Using the records that follow, copy every line containing the word "Caetano".

........

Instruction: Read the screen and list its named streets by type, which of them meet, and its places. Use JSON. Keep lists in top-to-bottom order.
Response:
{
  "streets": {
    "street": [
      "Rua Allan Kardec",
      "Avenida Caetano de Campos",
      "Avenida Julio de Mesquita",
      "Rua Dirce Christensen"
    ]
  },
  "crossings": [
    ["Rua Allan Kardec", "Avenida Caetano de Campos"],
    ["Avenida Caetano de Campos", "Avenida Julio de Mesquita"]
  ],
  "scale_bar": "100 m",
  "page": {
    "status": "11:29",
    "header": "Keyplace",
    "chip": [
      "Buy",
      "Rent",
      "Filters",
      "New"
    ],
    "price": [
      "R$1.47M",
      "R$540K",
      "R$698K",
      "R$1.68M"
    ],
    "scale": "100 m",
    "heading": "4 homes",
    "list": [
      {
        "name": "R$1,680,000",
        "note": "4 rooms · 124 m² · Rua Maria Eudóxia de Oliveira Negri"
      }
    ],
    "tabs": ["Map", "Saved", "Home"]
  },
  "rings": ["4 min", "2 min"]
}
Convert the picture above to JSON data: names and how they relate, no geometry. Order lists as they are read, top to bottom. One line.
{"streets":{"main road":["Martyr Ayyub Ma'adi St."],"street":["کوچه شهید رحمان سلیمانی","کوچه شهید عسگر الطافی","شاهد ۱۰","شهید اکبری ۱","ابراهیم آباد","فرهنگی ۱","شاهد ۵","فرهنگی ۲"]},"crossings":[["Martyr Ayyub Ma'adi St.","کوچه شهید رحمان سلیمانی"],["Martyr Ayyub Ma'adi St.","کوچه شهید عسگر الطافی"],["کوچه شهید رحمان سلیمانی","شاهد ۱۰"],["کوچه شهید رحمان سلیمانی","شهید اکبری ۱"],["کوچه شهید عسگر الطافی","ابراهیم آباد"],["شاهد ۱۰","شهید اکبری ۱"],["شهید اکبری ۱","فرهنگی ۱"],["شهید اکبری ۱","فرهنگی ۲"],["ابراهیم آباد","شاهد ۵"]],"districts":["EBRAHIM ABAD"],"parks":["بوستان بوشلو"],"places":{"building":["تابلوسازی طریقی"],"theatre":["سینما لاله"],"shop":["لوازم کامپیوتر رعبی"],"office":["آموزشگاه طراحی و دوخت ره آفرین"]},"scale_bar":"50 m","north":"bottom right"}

........

EXPECTED ANSWER -
      "Avenida Caetano de Campos",
    ["Rua Allan Kardec", "Avenida Caetano de Campos"],
    ["Avenida Caetano de Campos", "Avenida Julio de Mesquita"]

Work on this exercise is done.